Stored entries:

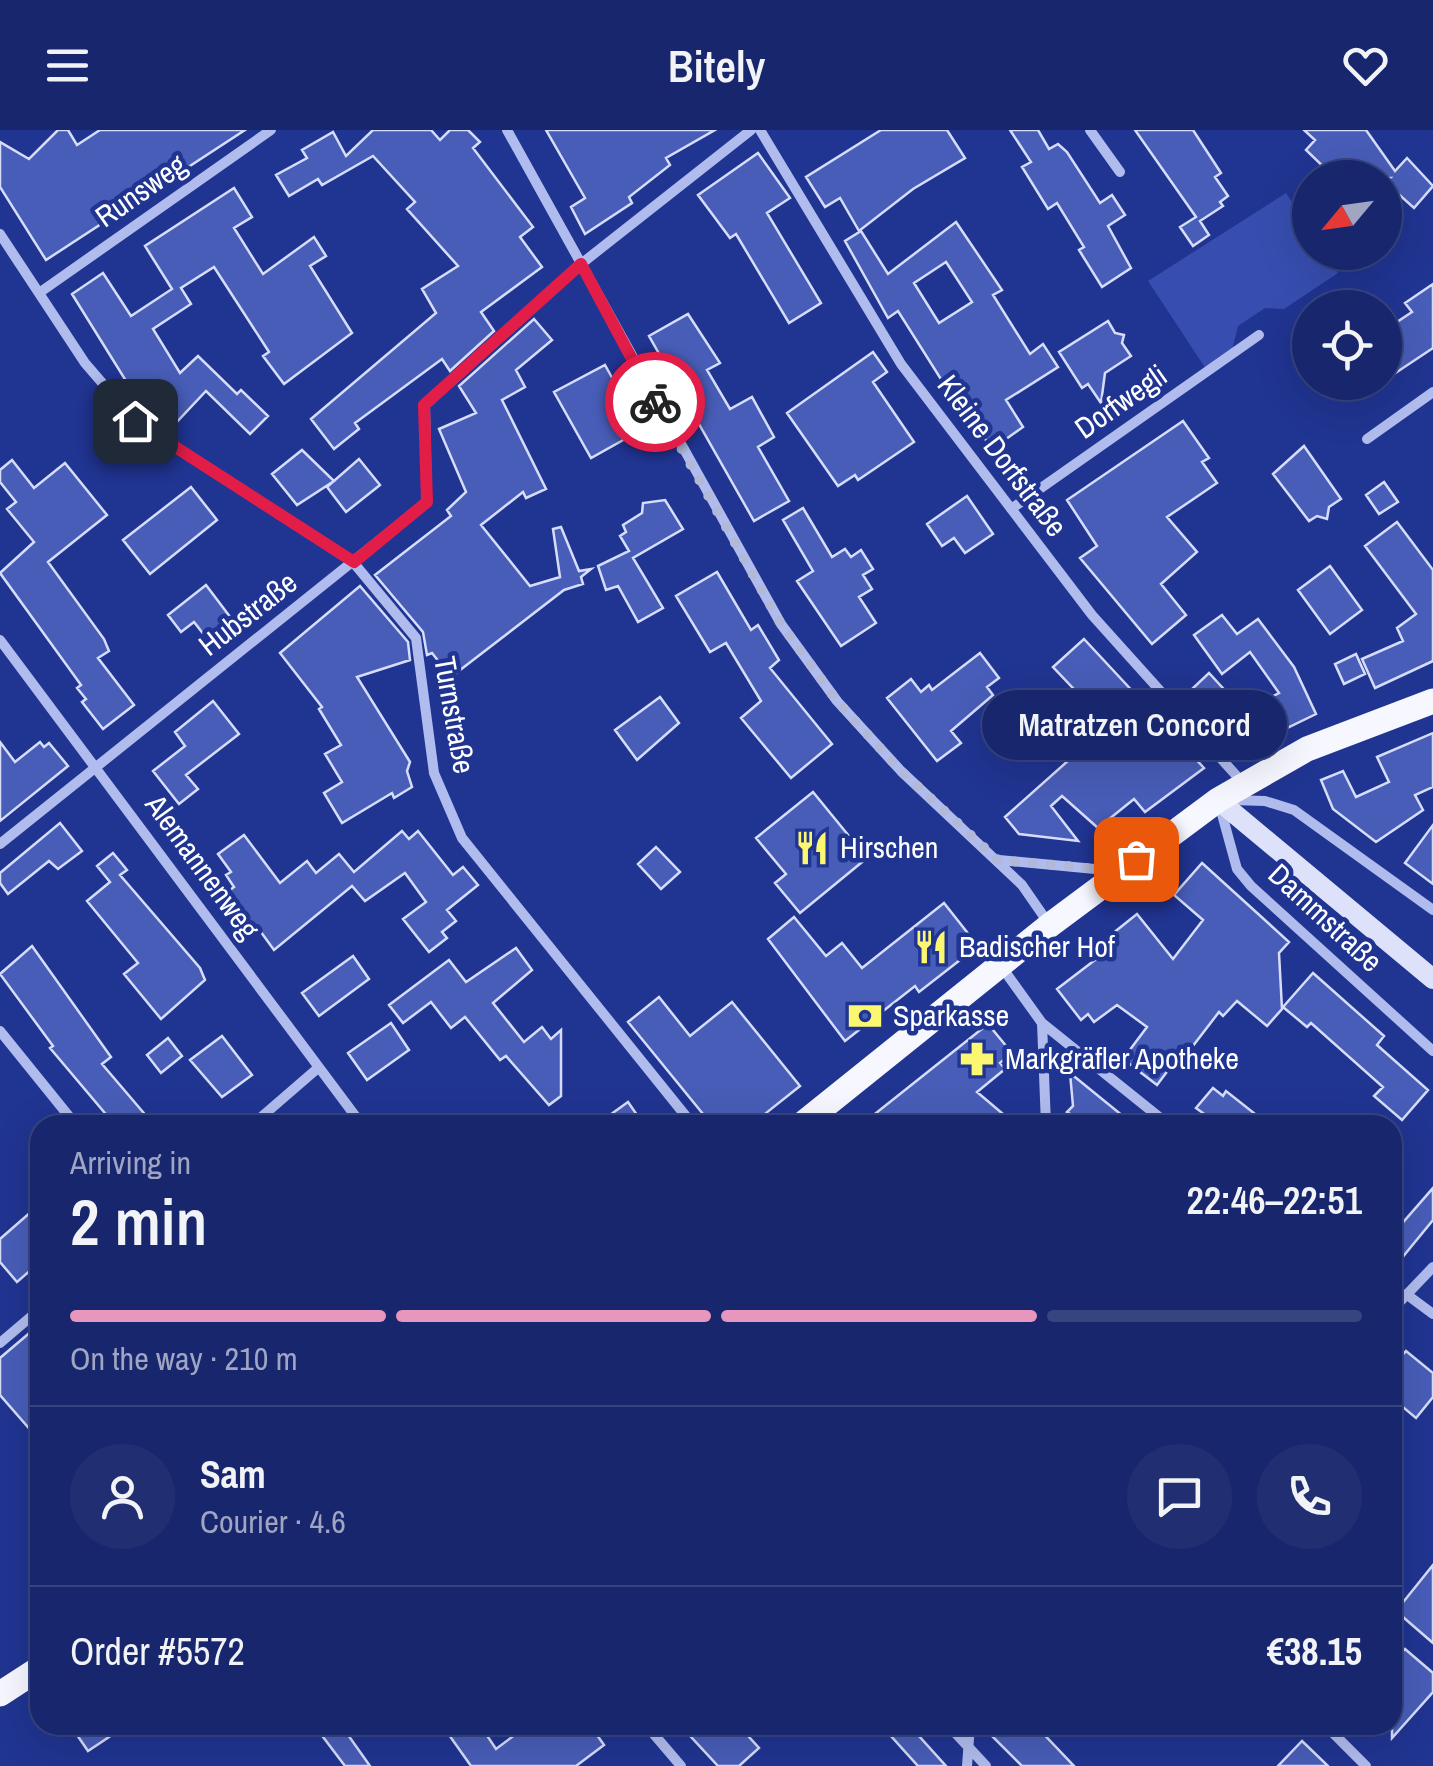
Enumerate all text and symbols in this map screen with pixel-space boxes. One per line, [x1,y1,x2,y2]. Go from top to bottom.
text: Bitely [668,35,765,96]
icon: menu [40,38,95,93]
icon: heart [1338,38,1393,93]
street label: Runsweg [87,144,194,236]
north arrow [1292,160,1402,270]
map controls [1292,160,1402,400]
button: locate [1292,290,1402,400]
courier [605,352,705,452]
street label: Dorfwegli [1066,355,1174,447]
street label: Kleine Dorfstraße [929,366,1077,544]
icon: bike [628,375,683,430]
pin [93,379,178,464]
icon: home [108,394,163,449]
street label: Hubstraße [190,562,305,664]
street label: Turnstraße [425,653,485,777]
callout: Matratzen Concord [984,689,1288,759]
text: Matratzen Concord [1018,703,1251,746]
street label: Alemannenweg [136,785,269,947]
pin [1094,817,1179,902]
place label: Hirschen [840,827,938,867]
restaurant icon: Hirschen [793,829,831,867]
icon: bag [1109,832,1164,887]
street label: Dammstraße [1260,854,1391,980]
place label: Badischer Hof [959,926,1115,966]
restaurant icon: Badischer Hof [912,928,950,966]
place label: Sparkasse [893,995,1009,1035]
bank icon: Sparkasse [846,997,884,1035]
place label: Markgräfler Apotheke [1005,1038,1239,1078]
pharmacy icon: Markgräfler Apotheke [958,1040,996,1078]
text: Arriving in [70,1141,191,1184]
text: 22:46–22:51 [1186,1175,1362,1226]
text: 2 min [70,1178,207,1265]
text: On the way · 210 m [70,1337,298,1380]
button: person [70,1444,175,1549]
button: chat [1127,1444,1232,1549]
button: phone [1257,1444,1362,1549]
text: Sam [200,1449,266,1500]
text: Courier · 4.6 [200,1500,346,1543]
text: Order #5572 [70,1626,245,1677]
text: €38.15 [1267,1626,1362,1677]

• _TASK DESCRIPTION_:
Omit the pictures, then output every record exactly as given.

• _TASK SOLUTION_:
Enumerate all text and symbols in this map screen with pixel-space boxes. One per line, [x1,y1,x2,y2]. Go from top to bottom.
text: Bitely [668,35,765,96]
icon: menu [40,38,95,93]
icon: heart [1338,38,1393,93]
street label: Runsweg [87,144,194,236]
north arrow [1292,160,1402,270]
map controls [1292,160,1402,400]
button: locate [1292,290,1402,400]
courier [605,352,705,452]
street label: Dorfwegli [1066,355,1174,447]
street label: Kleine Dorfstraße [929,366,1077,544]
icon: bike [628,375,683,430]
pin [93,379,178,464]
icon: home [108,394,163,449]
street label: Hubstraße [190,562,305,664]
street label: Turnstraße [425,653,485,777]
callout: Matratzen Concord [984,689,1288,759]
text: Matratzen Concord [1018,703,1251,746]
street label: Alemannenweg [136,785,269,947]
pin [1094,817,1179,902]
place label: Hirschen [840,827,938,867]
restaurant icon: Hirschen [793,829,831,867]
icon: bag [1109,832,1164,887]
street label: Dammstraße [1260,854,1391,980]
place label: Badischer Hof [959,926,1115,966]
restaurant icon: Badischer Hof [912,928,950,966]
place label: Sparkasse [893,995,1009,1035]
bank icon: Sparkasse [846,997,884,1035]
place label: Markgräfler Apotheke [1005,1038,1239,1078]
pharmacy icon: Markgräfler Apotheke [958,1040,996,1078]
text: Arriving in [70,1141,191,1184]
text: 22:46–22:51 [1186,1175,1362,1226]
text: 2 min [70,1178,207,1265]
text: On the way · 210 m [70,1337,298,1380]
button: person [70,1444,175,1549]
button: chat [1127,1444,1232,1549]
button: phone [1257,1444,1362,1549]
text: Sam [200,1449,266,1500]
text: Courier · 4.6 [200,1500,346,1543]
text: Order #5572 [70,1626,245,1677]
text: €38.15 [1267,1626,1362,1677]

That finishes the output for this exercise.